The reason for this is twofold: investors can now expect to generate an improved yield from an allocation to government bonds; and yields have further to fall in a market drawdown which would deliver bond holders sizeable gains to offset equity losses.

Whilst we understand investors’ disappointment that recently, their fixed income allocations haven’t demonstrated defensive qualities, we’re more optimistic that moving forward the value proposition of the asset class has improved. It’s also important to recognise that over the long term, rising rates are beneficial for bond investors as coupons (interest payments) are reinvested at higher yields.

This is illustrated in a hypothetical example below, where ‘Portfolio A’ experiences a stable rate environment, and ‘Portfolio B’ experiences a sudden 1.25% rate rise. As shown, ‘Portfolio B’ experiences a painful initial loss of capital, although is still generating income which is being reinvested at a higher yield. This ultimately offsets the initial losses and outperforms a scenario where interest rates remain static.

Source: US Department of Treasury and AllianceBernstein

The silver lining  

Considering the challenges associated with this evolving fixed income landscape, our Investment Committee recently voted to reduce our cash allocation in favour of short-term credit. This is in response to the relatively unattractive yields generated on cash and the renewed attractiveness of the income available on shorter-dated, investment grade securities.

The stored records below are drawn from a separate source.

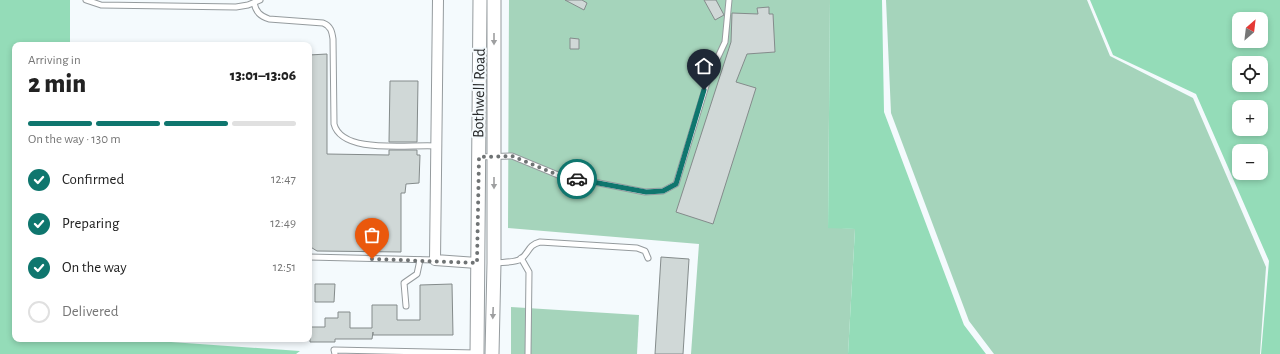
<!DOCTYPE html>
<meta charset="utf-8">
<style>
:root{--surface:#fff;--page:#f6f6f6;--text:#222;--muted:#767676;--line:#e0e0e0;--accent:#0f766e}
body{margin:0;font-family:"Alegreya Sans",sans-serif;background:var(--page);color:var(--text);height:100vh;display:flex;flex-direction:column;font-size:15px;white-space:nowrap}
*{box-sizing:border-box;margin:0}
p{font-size:13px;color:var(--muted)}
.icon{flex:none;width:22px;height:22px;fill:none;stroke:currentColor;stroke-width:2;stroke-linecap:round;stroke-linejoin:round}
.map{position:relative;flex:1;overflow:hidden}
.sheet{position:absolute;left:12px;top:42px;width:300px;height:300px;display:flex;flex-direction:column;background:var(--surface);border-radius:8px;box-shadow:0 2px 6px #0003}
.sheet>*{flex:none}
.needle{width:26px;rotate:28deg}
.controls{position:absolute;left:1232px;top:12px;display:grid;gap:8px}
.controls a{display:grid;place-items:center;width:36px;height:36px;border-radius:8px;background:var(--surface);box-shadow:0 2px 6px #0003;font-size:20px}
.pin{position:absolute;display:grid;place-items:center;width:34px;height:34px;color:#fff;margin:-41px -17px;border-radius:50% 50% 50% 0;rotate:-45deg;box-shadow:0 0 4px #0007}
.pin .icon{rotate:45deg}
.courier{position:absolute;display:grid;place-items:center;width:40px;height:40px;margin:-20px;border:3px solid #0f766e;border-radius:50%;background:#fff;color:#222;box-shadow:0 1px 5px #0007}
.summary em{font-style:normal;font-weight:800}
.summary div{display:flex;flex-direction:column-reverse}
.summary{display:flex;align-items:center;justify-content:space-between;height:68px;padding:0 16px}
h1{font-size:26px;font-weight:800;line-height:30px}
.bar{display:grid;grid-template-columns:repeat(4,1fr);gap:6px 4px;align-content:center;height:48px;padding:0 16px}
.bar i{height:5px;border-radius:3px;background:var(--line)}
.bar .selected{background:var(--accent)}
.bar p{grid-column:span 4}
ol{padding:0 16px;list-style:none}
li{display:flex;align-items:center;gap:12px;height:44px}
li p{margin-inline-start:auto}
li .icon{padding:4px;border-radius:50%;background:var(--accent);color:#fff;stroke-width:4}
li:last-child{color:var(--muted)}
li i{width:22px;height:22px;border:2px solid var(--line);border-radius:50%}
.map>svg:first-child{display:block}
.green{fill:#a5d4bb}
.forest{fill:#94dcb8;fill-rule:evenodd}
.building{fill:#d0d8d7;stroke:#848b8b}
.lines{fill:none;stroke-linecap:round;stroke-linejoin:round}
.service-casing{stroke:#959b9e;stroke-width:7}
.minor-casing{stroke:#959b9e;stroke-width:12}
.secondary-casing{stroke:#959b9e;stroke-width:15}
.service{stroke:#fff;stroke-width:5}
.minor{stroke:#fff;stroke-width:10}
.secondary{stroke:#fff;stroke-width:13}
.oneway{fill:#9e9fa0}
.done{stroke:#6f7374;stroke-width:4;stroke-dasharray:0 7.2}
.route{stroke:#0f766e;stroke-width:5}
.labels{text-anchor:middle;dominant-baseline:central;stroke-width:4;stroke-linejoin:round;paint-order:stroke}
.street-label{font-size:16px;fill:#282a2b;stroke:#f4fafd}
</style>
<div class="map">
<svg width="1280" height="354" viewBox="0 0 1280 354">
<rect width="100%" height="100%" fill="#f4fafd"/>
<g class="green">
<polygon points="509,0 830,0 828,227 855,229 848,354 691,354 699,244 508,228"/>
<polygon points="886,0 1087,0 1110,56 1193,98 1266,267 1260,354 994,354 969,321 891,113"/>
<polygon points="511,307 639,315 637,354 511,354"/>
</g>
<g class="forest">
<polygon points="0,0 70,0 70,45 15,45 15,339 171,339 171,342 300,351 296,354 0,354"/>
<polygon points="830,0 882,0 884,112 964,325 986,354 848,354 855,229 828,228"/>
<path d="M1090,0h190v354h-19l8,-93 -73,-167 -83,-39zM1239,19h22v22h-22zM1239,63h22v22h-22zM1239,107h22v22h-22zM1239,151h22v22h-22z"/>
</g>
<g class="building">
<polygon points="565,0 582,0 587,3 584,10"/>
<polygon points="704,0 716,0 724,15 715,20"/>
<polygon points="769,7 769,14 773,14 775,52 747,54 736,82 756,88 713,224 676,212 731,42 732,13 758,14 757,8"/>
<polygon points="570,38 579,39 579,49 570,49"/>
<polygon points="327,54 327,154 389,155 389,150 417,150 417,155 420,155 419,183 406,184 405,193 401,193 401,252 317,251 309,246 309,55"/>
<polygon points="390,81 418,81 417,142 389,142"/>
<polygon points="661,257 689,259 683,354 655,354"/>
<polygon points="315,284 335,284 334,302 315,302"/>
<polygon points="452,284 453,335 373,335 373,332 372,339 335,339 335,342 310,342 310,327 325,327 325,318 338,318 338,312 350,312 350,328 372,328 372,305 397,305 397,320 420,320 420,285"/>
</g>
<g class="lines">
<defs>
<g id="service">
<polyline points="86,0 101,5 236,7 248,5 260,0"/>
<path d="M254,3c2,9 6,13 15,16l54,4c8,3 9,9 10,16l1,85c8,31 76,20 102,22"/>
<polyline points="479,157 512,156 558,175 645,192 663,191 676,184 709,76 725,42 729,0"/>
<polyline points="309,257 435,260"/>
<polyline points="521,258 529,272 528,354"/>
<path d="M495,263c8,-1 19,0 26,-4 8,-6 7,-14 19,-17l97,6 8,3 3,7"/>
<polyline points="406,306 404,283 417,274 420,260"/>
<polyline points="335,354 334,350 476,353"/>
</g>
<polyline id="minor" points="438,0 435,260 477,263"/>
<g id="secondary">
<polyline points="477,354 480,0"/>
<polyline points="492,354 494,263 494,0"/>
</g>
</defs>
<use href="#service" class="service-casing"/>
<use href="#minor" class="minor-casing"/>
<use href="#secondary" class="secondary-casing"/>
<use href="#service" class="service"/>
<use href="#minor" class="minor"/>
<use href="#secondary" class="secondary"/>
</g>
<defs><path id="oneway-solid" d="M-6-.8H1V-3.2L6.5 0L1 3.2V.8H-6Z"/></defs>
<g class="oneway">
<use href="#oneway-solid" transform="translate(494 39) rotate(90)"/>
<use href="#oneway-solid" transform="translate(494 183) rotate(90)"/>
<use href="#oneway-solid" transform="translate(493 313) rotate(92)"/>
</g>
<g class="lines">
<polyline class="done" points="372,259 477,263 479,157 512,156 558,175 577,179"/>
<polyline class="route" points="577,179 646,192 663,191 676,184 704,90"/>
</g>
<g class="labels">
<g class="street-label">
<text transform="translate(479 93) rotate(-89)">Bothwell Road</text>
</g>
</g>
</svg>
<div class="controls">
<a><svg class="needle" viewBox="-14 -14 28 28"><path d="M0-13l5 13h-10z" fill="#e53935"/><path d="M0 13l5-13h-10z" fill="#767676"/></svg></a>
<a><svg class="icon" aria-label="locate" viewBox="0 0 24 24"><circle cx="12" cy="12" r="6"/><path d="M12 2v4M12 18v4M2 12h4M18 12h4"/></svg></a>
<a>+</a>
<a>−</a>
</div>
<div class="pin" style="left:372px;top:259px;background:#ea580c"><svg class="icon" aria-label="bag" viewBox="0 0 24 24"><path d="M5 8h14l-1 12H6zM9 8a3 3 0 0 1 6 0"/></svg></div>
<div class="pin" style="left:704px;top:90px;background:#1f2937"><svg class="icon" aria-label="home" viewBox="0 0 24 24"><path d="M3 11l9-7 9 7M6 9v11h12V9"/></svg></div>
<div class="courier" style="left:577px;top:179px"><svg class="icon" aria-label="car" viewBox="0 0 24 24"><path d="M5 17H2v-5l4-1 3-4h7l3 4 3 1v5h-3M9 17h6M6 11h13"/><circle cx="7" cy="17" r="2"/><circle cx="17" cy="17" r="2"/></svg></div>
<section class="sheet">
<div class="summary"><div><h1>2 min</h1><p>Arriving in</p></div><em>13:01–13:06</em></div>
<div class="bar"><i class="selected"></i><i class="selected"></i><i class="selected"></i><i></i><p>On the way · 130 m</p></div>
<ol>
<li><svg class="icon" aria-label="check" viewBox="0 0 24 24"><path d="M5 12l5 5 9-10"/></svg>Confirmed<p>12:47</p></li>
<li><svg class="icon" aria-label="check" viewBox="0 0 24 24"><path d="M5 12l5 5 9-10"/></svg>Preparing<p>12:49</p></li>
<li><svg class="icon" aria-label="check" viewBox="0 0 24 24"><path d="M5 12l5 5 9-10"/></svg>On the way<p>12:51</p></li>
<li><i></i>Delivered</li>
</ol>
</section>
</div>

In addition, our capital markets forecasts demonstrate that emerging market debt screens as undervalued versus developed market bonds. This means that investors may be well-compensated for holding these bonds through disproportionately higher yields. Consequently, our Investment Committee has likewise approved an allocation to an ‘unconstrained’ fixed income manager with a flexible mandate targeting emerging market regions.

Through our specialist fixed income managers, we believe we’ve optimised the competing pressures between liquidity, capital preservation and yield enhancement in a low-rate environment to bolster portfolio performance and enhance risk management. And whilst the initial decline in bonds was painful, this has reset the scene for improved yield generation and capital preservation from investors’ fixed income allocations in the future.

This is increasingly important as the unbridled enthusiasm we’ve seen in financial markets over the last year is unlikely to be sustained into the future. As such, a more concerted risk management approach is warranted when navigating the return of the fixed income animal spirits.